» Problem description
Your answer must be the lines of the material below, exactly as written, from its first line through the line with "translate:-50% -50%; white-space:nowrap;", and no pictures.

» Provided entries
|---|

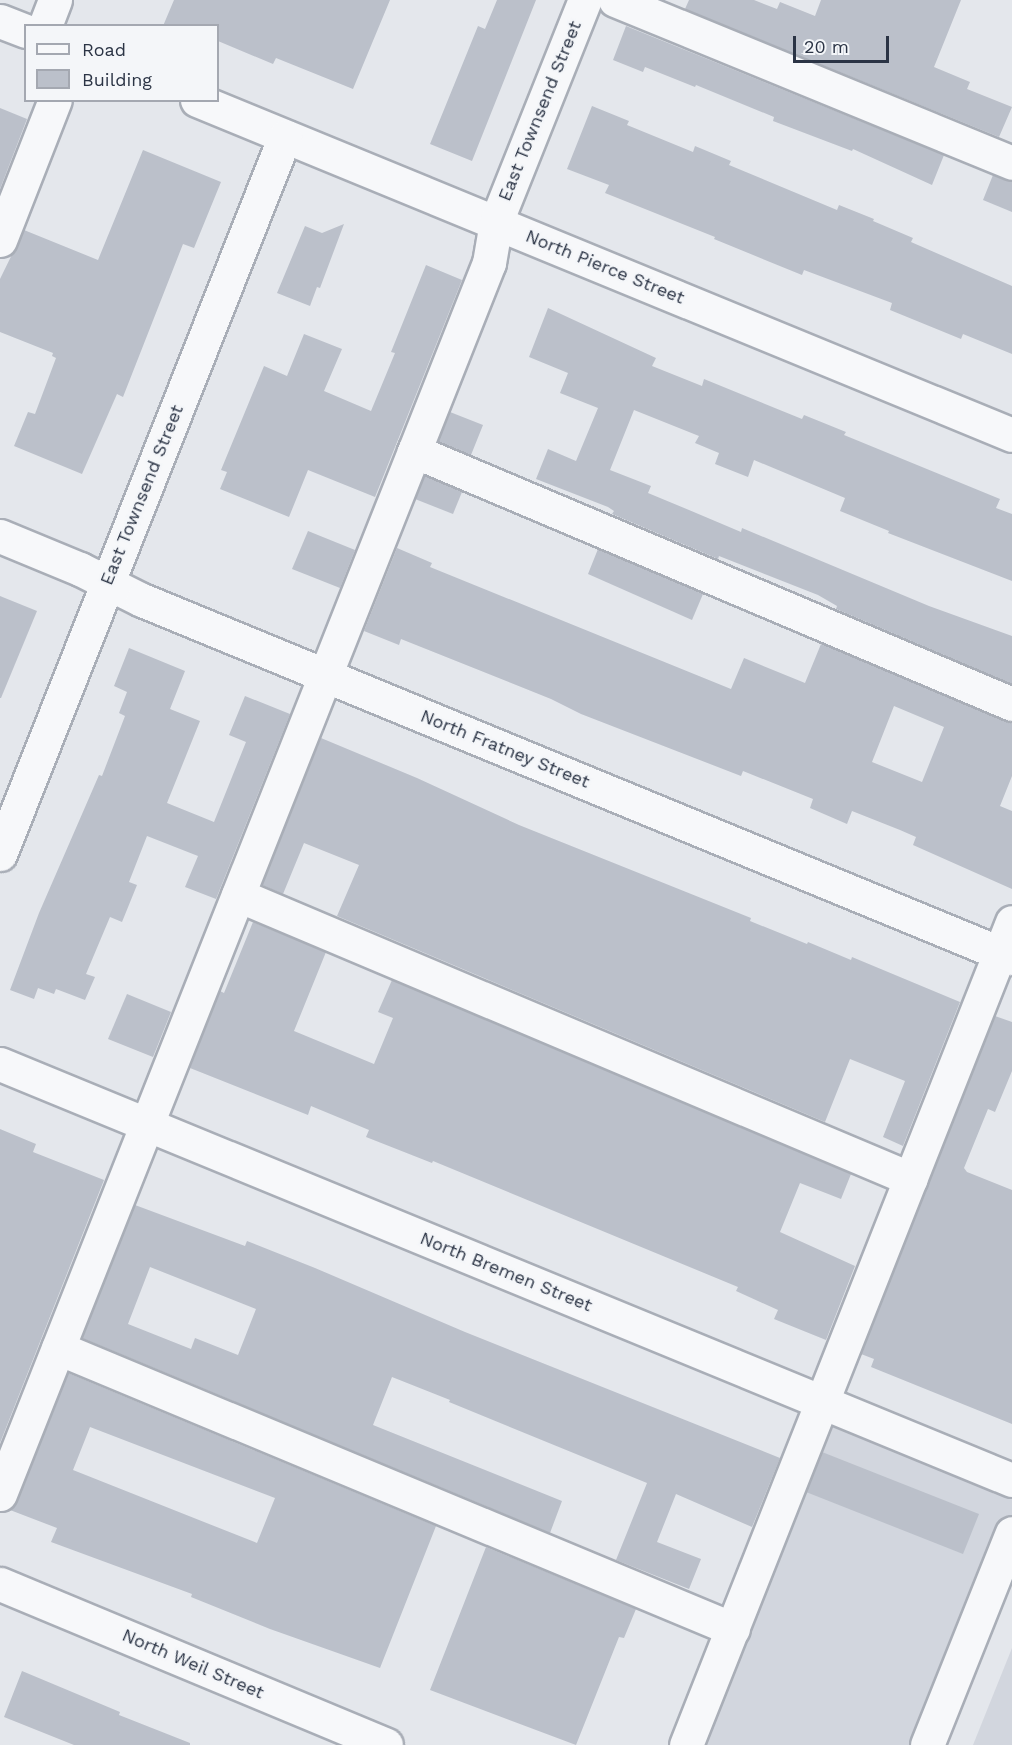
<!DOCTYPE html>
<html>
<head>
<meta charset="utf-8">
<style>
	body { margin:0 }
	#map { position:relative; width:1012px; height:1745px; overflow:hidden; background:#e4e7ec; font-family:"Work Sans",sans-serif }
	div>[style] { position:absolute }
	.built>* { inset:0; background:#d2d6de }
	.building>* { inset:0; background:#bbc0ca }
	.roads { filter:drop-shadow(2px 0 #a9aeb7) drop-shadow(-2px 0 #a9aeb7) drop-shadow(0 2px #a9aeb7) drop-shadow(0 -2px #a9aeb7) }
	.minor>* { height:33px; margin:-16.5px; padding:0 16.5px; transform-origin:16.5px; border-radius:16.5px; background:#f7f8fa }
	span { translate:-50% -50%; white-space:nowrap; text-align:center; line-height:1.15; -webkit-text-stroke:4.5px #f4f6f9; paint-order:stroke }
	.street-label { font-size:18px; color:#2b3445 }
	.legend { position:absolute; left:24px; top:24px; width:195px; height:78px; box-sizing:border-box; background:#f4f6f9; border:2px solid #a4a8b1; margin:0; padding:8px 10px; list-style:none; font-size:18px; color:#2b3445 }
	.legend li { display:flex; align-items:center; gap:12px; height:30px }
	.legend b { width:30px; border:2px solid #a4a8b1 }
	.scale { position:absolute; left:793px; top:36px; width:96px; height:27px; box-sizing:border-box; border:3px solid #2b3445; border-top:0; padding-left:8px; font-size:18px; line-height:21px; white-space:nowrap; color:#2b3445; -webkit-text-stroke:4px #f4f6f9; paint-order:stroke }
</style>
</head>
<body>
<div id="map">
	<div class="built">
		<i style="clip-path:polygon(823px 1402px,1012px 1480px,1012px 1533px,927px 1745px,686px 1745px)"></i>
		<i style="clip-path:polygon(1012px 1648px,1012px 1745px,973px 1745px)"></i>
	</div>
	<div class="building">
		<i style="clip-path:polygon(174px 0,390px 0,353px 89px,276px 58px,273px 64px,218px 41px,218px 26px,163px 26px)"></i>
		<i style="clip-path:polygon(497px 0,536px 0,472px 161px,430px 144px,478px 26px,485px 29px)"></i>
		<i style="clip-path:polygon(689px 0,754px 0,777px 9px,780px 2px,815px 16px,821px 0,961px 0,934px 67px,970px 82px,967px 89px,1012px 107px,999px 137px,685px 9px)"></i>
		<i style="clip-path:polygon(626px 26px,944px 155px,932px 185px,853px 149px,852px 151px,773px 121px,774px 117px,696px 85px,695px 87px,645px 67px,643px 72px,613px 60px)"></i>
		<i style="clip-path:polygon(592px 106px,629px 121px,627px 125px,693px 152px,695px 146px,731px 161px,729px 165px,837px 210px,839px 205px,874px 219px,873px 221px,913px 238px,911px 242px,1012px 286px,1012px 354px,963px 334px,961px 339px,890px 310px,892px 303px,804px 270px,802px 275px,714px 239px,715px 237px,605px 193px,609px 185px,567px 169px)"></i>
		<i style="clip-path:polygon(0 108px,27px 119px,0 189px)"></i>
		<i style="clip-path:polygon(143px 150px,221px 182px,194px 248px,183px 244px,123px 397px,117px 394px,82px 474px,14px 446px,28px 412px,35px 414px,56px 358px,52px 356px,53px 353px,0 332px,0 279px,24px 230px,98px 260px)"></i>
		<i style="clip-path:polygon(993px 175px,1012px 181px,1012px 212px,983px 200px)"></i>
		<i style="clip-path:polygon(344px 224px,320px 288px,317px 287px,310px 306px,277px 293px,305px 226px,322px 233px)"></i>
		<i style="clip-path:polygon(426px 265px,462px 280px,375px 497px,308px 470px,289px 517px,220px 489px,227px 472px,221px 470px,264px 366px,287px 376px,304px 334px,342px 349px,324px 391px,371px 411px,395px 353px,391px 352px)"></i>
		<i style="clip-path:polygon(548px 308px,656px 358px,652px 366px,702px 386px,704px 379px,802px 419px,804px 415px,846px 432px,844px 435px,1000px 499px,996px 508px,1012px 514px,1012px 581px,888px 533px,889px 531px,840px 511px,845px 498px,754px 460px,748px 477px,715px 464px,719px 453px,695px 443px,699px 436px,634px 410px,610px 470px,651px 486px,648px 493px,689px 510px,741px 532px,742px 528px,929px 606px,1012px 636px,1012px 684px,836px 609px,837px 606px,818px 595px,719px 556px,718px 559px,612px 514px,614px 511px,608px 507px,536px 479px,548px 449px,576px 461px,598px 408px,560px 393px,568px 373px,529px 357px)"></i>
		<i style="clip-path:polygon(450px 412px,483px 425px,471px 455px,438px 441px)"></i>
		<i style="clip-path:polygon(425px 476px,462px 492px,453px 514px,415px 499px)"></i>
		<i style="clip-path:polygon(308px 531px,355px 550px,340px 588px,292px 569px)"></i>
		<i style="clip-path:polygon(evenodd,397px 548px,432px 563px,430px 567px,731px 689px,744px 658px,805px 683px,821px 644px,1012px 722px,1012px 776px,1000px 806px,1012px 811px,1012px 889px,913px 845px,916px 837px,900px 830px,852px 811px,847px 824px,810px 808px,813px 799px,743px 771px,741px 776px,581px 714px,551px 699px,401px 639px,399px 645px,364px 631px,397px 548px,894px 706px,944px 727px,922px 782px,872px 762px,894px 706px)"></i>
		<i style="clip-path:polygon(598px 549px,703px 594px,692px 620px,588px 574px)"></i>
		<i style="clip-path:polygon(0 596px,37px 611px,1px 698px,0 698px)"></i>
		<i style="clip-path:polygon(129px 648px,185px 671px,170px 709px,200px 721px,167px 803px,214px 822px,246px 742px,229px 735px,245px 696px,290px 714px,216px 899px,185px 887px,198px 856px,147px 836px,129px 882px,137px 885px,122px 922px,110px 917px,86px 974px,95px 977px,85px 1000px,56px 989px,54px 994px,38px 988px,34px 999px,10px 990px,39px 913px,99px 775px,102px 776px,125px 716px,119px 713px,127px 692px,114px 686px)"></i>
		<i style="clip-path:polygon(321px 738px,417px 778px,519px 825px,751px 918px,750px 921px,807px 944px,808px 942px,851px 960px,852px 957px,960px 1002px,903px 1146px,883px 1137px,905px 1081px,850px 1059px,825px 1122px,337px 916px,359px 865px,304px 843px,283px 894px,262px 885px)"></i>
		<i style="clip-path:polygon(253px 922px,326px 952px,294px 1031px,374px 1064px,393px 1018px,378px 1012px,392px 980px,851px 1174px,841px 1199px,800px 1183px,780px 1232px,855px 1266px,826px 1340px,774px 1319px,778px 1310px,736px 1291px,738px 1287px,433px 1161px,432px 1163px,366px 1137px,369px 1130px,311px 1106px,308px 1115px,190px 1068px,220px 991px,224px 993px)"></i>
		<i style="clip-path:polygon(127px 994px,171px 1012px,153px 1057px,108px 1039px)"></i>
		<i style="clip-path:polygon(995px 1016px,1012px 1022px,1012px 1071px,995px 1112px,988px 1109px,964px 1168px,967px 1172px,1012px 1190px,1012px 1424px,871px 1367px,874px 1359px,861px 1354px)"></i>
		<i style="clip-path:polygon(0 1129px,36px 1144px,33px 1152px,104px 1180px,0 1443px)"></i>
		<i style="clip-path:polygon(evenodd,135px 1205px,245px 1246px,247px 1241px,315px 1268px,465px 1332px,780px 1458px,752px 1527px,676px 1494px,657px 1542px,701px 1559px,689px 1589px,616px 1560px,647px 1483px,449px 1402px,450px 1400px,392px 1377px,373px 1425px,562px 1501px,550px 1533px,82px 1338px,135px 1205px,150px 1267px,256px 1309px,238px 1355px,195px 1338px,191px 1349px,128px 1324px,150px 1267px)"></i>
		<i style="clip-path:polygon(evenodd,68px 1373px,436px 1526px,380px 1668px,270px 1629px,191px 1597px,192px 1594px,51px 1542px,57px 1528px,10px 1510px,17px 1501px,68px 1373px,90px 1427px,275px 1498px,257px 1543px,73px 1470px,90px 1427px)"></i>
		<i style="clip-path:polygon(822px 1452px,979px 1514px,963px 1554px,806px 1492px)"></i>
		<i style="clip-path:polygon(486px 1547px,636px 1609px,624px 1638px,619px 1637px,576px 1745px,430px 1690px)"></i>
		<i style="clip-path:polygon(22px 1671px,120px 1712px,119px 1715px,190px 1743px,190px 1745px,74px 1745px,4px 1717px)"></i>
	</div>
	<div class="roads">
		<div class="minor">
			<i style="left:615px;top:0;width:429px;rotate:22.3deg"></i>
			<i style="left:0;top:21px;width:28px;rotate:21deg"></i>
			<i style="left:45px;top:26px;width:28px;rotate:-69deg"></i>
			<i style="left:197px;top:100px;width:881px;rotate:22.34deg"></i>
			<i style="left:0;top:240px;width:150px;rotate:-68.6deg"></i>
			<i style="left:414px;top:451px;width:649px;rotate:22.93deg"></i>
			<i style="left:0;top:536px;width:87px;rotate:22.4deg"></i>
			<i style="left:80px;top:569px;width:69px;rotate:26.6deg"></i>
			<i style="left:142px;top:600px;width:941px;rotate:22.37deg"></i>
			<i style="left:0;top:854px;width:772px;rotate:-68.35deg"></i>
			<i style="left:238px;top:895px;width:730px;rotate:22.88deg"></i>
			<i style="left:0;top:1064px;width:1094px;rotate:22.35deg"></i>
			<i style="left:58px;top:1348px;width:731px;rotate:22.6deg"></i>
			<i style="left:0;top:1494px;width:1325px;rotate:-68.34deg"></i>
			<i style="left:489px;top:263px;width:42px;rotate:-80.3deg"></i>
			<i style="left:496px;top:222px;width:239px;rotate:-68.2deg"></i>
			<i style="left:0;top:1584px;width:418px;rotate:22.6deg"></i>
			<i style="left:686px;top:1745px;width:885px;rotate:-68.39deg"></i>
			<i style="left:927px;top:1745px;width:228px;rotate:-68.2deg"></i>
		</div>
	</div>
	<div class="street-label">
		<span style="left:540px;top:111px;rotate:-68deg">East Townsend Street</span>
		<span style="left:605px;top:267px;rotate:22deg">North Pierce Street</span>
		<span style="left:142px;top:495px;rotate:-68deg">East Townsend Street</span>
		<span style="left:505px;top:749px;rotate:22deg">North Fratney Street</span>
		<span style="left:506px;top:1272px;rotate:22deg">North Bremen Street</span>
		<span style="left:193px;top:1664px;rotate:23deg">North Weil Street</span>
	</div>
	<ul class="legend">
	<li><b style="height:8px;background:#f7f8fa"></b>Road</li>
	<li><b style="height:16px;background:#bbc0ca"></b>Building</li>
	</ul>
	<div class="scale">20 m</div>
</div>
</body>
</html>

|---|

» Task output
<!DOCTYPE html>
<html>
<head>
<meta charset="utf-8">
<style>
	body { margin:0 }
	#map { position:relative; width:1012px; height:1745px; overflow:hidden; background:#e4e7ec; font-family:"Work Sans",sans-serif }
	div>[style] { position:absolute }
	.built>* { inset:0; background:#d2d6de }
	.building>* { inset:0; background:#bbc0ca }
	.roads { filter:drop-shadow(2px 0 #a9aeb7) drop-shadow(-2px 0 #a9aeb7) drop-shadow(0 2px #a9aeb7) drop-shadow(0 -2px #a9aeb7) }
	.minor>* { height:33px; margin:-16.5px; padding:0 16.5px; transform-origin:16.5px; border-radius:16.5px; background:#f7f8fa }
	span { translate:-50% -50%; white-space:nowrap; text-align:center; line-height:1.15; -webkit-text-stroke:4.5px #f4f6f9; paint-order:stroke }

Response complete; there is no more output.